Miguel is an Indigenous leader from Guatemala, but earlier in the week Romanian church representatives were talking about the damaging impact of Canadian mining in a bible study on the prophet Amos. And then there was a Bishop from the Democratic Republic of Congo, and friends from the Philippines, and so on…

The extractive industry is the face of Canada, and our colleagues in the global ecumenical movement want to know how we will work with them to hold these companies to account for human rights violations and ecological harm.

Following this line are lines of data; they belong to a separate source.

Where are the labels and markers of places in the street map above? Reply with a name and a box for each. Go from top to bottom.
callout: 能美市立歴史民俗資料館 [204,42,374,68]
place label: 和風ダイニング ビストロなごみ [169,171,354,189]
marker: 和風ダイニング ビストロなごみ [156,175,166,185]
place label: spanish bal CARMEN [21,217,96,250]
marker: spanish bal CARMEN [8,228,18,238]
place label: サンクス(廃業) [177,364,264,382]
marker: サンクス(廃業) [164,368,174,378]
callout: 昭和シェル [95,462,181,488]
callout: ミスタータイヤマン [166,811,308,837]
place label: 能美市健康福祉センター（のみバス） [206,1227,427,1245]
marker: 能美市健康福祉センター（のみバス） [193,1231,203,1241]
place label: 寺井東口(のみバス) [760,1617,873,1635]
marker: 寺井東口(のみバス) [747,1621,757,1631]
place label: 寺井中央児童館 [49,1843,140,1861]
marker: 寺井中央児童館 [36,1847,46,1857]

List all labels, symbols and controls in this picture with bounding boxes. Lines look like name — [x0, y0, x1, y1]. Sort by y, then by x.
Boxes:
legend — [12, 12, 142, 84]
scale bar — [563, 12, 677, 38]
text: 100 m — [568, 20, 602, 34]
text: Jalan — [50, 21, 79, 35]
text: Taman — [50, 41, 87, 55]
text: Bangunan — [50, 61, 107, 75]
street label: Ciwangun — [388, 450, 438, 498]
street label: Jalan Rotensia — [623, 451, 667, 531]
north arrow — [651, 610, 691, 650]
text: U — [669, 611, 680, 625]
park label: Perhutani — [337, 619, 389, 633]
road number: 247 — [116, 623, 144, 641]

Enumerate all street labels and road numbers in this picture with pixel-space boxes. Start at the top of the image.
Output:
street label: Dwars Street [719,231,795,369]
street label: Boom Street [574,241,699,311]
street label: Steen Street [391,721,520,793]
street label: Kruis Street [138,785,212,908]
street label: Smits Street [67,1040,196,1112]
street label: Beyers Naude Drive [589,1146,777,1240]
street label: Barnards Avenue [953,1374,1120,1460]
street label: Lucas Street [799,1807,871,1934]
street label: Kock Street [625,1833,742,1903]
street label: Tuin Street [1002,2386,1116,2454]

This challenge, even when said gently, is hard to hear. I am deeply grateful for the work we have done together to date, as well as for the work to come. I am able to talk about the many resolutions that address mining from our member churches, about the ecumenical mining conference hosted in Canada in 2009, about our mining video, and about education and campaigns. I can speak with confidence about the recent launch of Open for Justice, a campaign to provide people harmed by Canadian mining with access to justice through an Ombudsman and Canadian civil courts. (This campaign was launched by the Canadian Network on Corporate Accountability, and KAIROS will be launching the action on our website later this week). I can invite people to our workshop here in Busan, planned collaboratively with many of our global partners. I can say these things because of the commitment of Canadian church people working with others in the social movements, and it helps, but it never feels like quite enough.

In the Christian tradition we speak of being one body in Christ. When one part of the body hurts, we should all feel the wound. We may even think of the whole community, the whole of creation, as God’s body, knowing that the wounds are deep. How can we come together as global movement to stop the harm, to heal, and to transform while holding one another accountable in mutuality and love? I will leave here with these conversations imprinted on my brain and heart as a reminder to help me, to help us, stay the course in our continued commitment to mining justice.

Because yes, Miguel, I do know.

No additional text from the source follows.